Work item ▸ Report every line of the records below that contains the word "direction".

Records supplied START

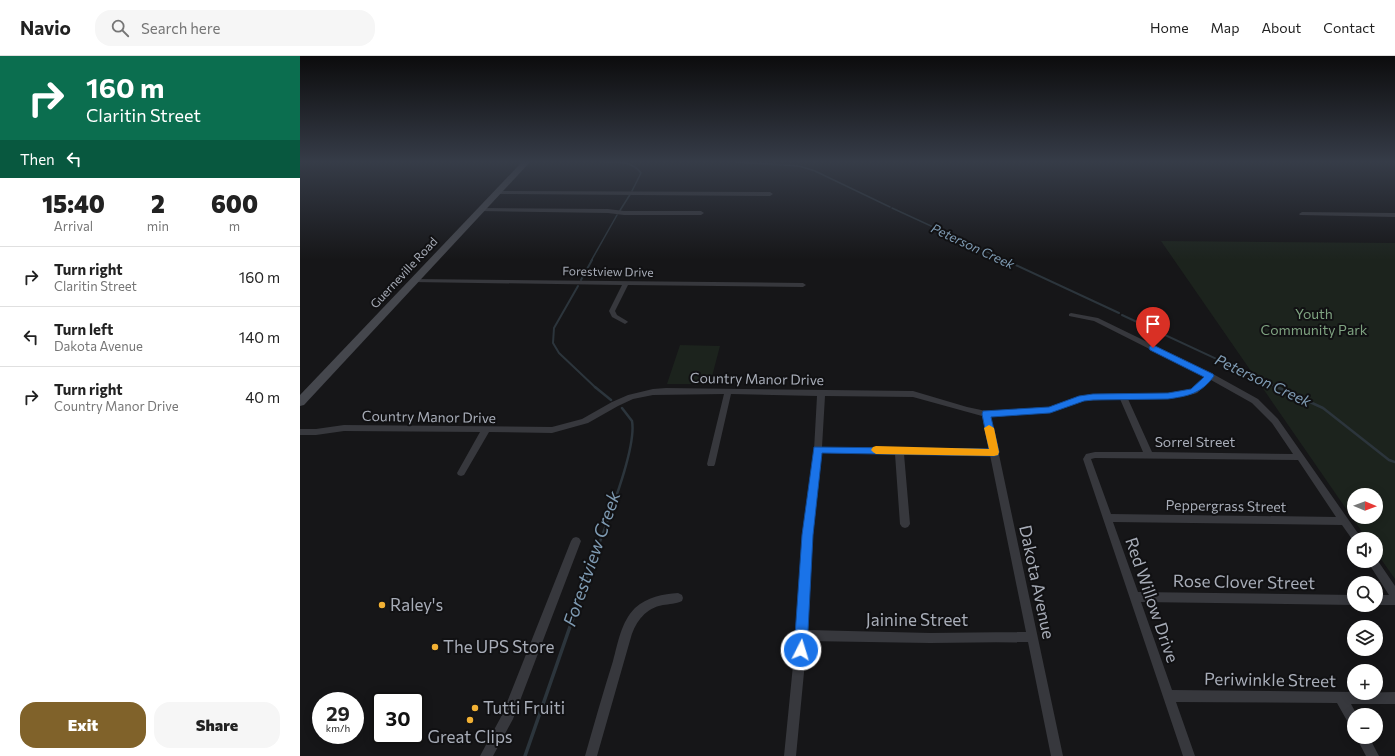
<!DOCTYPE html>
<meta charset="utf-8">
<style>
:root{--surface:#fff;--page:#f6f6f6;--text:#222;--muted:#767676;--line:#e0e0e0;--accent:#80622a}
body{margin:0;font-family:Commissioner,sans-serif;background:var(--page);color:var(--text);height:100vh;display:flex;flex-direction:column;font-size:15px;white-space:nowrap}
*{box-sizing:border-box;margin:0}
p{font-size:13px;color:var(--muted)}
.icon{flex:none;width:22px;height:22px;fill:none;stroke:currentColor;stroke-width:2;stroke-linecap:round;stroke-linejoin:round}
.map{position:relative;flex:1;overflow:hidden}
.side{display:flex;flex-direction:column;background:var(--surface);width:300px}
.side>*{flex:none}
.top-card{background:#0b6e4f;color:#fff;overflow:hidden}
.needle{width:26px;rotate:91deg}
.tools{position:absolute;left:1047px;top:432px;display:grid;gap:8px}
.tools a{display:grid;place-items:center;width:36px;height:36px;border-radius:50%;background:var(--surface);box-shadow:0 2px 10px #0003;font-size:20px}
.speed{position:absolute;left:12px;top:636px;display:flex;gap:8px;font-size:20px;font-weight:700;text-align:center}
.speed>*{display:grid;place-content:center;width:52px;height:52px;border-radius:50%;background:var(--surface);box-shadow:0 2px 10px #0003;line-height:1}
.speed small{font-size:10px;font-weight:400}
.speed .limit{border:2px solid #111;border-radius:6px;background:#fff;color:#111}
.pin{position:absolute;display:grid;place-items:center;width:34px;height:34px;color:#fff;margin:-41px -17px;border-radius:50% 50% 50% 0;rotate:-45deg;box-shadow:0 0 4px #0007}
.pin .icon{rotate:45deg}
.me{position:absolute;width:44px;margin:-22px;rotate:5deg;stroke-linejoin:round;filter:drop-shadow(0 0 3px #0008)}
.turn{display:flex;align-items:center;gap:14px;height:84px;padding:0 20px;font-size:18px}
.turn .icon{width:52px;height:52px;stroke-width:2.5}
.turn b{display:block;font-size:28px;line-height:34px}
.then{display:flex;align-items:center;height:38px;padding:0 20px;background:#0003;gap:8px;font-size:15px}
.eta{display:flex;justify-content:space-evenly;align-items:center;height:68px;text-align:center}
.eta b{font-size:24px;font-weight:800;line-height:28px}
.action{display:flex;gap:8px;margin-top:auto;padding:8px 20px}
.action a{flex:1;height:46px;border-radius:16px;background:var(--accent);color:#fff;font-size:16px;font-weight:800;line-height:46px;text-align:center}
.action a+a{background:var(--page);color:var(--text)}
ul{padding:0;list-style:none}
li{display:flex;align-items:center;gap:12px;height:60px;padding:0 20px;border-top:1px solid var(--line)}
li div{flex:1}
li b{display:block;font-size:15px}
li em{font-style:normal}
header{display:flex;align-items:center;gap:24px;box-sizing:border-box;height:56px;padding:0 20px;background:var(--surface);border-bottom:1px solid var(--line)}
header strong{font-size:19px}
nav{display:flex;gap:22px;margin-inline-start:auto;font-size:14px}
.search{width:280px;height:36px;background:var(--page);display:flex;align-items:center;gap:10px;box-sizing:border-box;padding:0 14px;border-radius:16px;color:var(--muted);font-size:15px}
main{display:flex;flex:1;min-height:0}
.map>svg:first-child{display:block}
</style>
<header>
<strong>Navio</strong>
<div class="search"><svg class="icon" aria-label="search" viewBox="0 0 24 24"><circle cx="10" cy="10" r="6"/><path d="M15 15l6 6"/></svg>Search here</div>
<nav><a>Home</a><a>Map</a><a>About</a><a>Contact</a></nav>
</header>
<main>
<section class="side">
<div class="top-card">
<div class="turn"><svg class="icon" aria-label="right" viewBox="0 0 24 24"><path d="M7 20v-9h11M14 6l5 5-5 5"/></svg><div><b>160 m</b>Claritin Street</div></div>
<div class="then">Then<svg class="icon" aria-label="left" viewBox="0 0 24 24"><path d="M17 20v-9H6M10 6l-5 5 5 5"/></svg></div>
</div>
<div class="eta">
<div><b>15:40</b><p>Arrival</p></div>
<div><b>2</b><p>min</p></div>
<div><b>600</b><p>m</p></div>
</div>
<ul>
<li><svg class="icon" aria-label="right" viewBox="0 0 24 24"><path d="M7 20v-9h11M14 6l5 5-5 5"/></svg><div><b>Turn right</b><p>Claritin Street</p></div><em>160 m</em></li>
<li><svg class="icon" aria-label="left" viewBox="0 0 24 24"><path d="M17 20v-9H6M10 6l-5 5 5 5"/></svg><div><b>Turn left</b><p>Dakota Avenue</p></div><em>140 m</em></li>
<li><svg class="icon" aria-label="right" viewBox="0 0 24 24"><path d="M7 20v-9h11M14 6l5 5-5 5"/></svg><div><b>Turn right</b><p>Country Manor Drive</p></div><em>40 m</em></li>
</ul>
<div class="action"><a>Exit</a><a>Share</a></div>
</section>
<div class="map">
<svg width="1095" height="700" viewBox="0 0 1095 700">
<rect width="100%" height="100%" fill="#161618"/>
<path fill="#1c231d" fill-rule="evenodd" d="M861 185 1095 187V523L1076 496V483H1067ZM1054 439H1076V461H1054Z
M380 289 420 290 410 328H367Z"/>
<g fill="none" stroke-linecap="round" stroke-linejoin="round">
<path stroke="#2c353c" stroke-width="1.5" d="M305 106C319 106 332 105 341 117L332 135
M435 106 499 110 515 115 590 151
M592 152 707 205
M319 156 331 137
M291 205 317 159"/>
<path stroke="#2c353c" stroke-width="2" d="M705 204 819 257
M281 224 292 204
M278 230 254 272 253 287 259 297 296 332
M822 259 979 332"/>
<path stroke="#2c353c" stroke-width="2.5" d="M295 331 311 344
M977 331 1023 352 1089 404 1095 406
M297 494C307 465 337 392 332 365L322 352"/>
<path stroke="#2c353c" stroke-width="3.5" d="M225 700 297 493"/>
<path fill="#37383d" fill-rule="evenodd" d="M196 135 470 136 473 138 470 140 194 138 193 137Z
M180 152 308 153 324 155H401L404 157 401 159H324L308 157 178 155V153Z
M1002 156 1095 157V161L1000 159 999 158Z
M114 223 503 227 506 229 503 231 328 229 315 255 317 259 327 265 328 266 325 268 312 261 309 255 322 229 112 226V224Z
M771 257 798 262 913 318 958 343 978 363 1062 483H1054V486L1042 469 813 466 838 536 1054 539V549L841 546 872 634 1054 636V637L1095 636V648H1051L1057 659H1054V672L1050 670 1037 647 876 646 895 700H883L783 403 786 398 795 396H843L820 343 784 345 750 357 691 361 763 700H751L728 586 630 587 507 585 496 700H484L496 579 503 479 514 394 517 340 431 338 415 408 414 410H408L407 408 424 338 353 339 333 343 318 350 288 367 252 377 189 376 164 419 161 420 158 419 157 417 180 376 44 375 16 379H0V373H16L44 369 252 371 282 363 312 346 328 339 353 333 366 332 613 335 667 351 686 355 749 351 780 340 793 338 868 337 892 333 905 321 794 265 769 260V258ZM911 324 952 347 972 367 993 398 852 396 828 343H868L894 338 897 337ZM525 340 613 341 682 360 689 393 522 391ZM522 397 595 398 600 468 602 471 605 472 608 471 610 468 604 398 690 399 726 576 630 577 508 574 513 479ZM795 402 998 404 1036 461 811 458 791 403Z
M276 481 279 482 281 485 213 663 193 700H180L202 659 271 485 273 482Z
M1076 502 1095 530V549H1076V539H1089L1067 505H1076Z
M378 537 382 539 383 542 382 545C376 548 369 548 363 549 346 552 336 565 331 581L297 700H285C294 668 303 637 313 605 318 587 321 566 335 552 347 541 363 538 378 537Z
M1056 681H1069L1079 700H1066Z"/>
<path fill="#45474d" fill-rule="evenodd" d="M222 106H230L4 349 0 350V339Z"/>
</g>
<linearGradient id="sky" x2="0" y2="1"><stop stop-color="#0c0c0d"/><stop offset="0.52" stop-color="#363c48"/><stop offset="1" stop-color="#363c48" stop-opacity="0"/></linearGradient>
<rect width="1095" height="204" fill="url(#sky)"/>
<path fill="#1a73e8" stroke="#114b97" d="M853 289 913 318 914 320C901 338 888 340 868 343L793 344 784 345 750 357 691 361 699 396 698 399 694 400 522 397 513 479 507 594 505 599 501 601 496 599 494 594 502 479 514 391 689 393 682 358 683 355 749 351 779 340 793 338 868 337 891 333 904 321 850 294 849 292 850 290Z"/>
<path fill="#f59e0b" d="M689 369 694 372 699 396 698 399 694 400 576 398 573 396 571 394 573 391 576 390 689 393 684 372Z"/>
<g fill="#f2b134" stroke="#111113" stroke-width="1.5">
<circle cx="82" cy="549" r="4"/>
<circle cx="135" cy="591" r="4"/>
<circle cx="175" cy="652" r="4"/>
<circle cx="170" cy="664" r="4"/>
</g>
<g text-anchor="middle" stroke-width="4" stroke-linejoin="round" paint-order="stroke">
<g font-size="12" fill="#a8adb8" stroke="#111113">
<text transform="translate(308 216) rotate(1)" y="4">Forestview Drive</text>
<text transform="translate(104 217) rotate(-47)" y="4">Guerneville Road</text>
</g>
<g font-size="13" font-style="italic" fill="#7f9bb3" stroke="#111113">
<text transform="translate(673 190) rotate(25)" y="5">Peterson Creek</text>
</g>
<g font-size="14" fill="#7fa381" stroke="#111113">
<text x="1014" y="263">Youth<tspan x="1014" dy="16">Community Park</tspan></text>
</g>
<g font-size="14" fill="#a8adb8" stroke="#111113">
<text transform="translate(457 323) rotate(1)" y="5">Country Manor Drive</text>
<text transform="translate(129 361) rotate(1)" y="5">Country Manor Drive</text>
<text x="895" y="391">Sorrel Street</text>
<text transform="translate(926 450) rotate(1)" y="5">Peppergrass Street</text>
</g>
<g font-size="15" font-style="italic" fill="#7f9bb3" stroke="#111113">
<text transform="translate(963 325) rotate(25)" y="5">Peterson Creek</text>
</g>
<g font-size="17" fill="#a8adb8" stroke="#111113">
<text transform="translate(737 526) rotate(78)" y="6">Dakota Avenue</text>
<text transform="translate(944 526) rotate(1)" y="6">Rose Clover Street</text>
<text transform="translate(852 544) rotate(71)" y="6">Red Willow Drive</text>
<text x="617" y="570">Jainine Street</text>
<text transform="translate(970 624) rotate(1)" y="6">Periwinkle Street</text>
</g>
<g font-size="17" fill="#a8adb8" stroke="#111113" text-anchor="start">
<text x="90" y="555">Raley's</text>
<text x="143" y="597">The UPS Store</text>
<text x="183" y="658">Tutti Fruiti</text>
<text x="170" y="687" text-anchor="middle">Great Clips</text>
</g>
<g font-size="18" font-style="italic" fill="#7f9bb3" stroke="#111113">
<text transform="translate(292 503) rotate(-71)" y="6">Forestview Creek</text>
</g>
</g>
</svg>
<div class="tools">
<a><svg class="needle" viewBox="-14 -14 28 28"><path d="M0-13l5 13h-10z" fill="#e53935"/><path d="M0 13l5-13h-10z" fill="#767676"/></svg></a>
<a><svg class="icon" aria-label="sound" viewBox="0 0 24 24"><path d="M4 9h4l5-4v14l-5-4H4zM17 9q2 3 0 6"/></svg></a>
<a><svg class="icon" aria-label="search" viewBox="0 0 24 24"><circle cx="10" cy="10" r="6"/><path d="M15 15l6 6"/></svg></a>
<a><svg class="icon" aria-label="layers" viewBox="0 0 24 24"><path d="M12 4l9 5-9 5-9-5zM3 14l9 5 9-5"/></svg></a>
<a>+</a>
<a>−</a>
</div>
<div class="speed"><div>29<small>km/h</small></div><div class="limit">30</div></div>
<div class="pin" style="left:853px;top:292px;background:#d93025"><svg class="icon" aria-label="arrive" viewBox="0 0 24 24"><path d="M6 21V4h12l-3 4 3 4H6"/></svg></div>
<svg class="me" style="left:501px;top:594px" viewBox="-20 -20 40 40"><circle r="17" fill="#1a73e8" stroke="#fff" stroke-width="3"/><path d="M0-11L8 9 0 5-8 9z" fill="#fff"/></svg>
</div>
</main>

Records supplied END

Output for this task ▸
body{margin:0;font-family:Commissioner,sans-serif;background:var(--page);color:var(--text);height:100vh;display:flex;flex-direction:column;font-size:15px;white-space:nowrap}
.side{display:flex;flex-direction:column;background:var(--surface);width:300px}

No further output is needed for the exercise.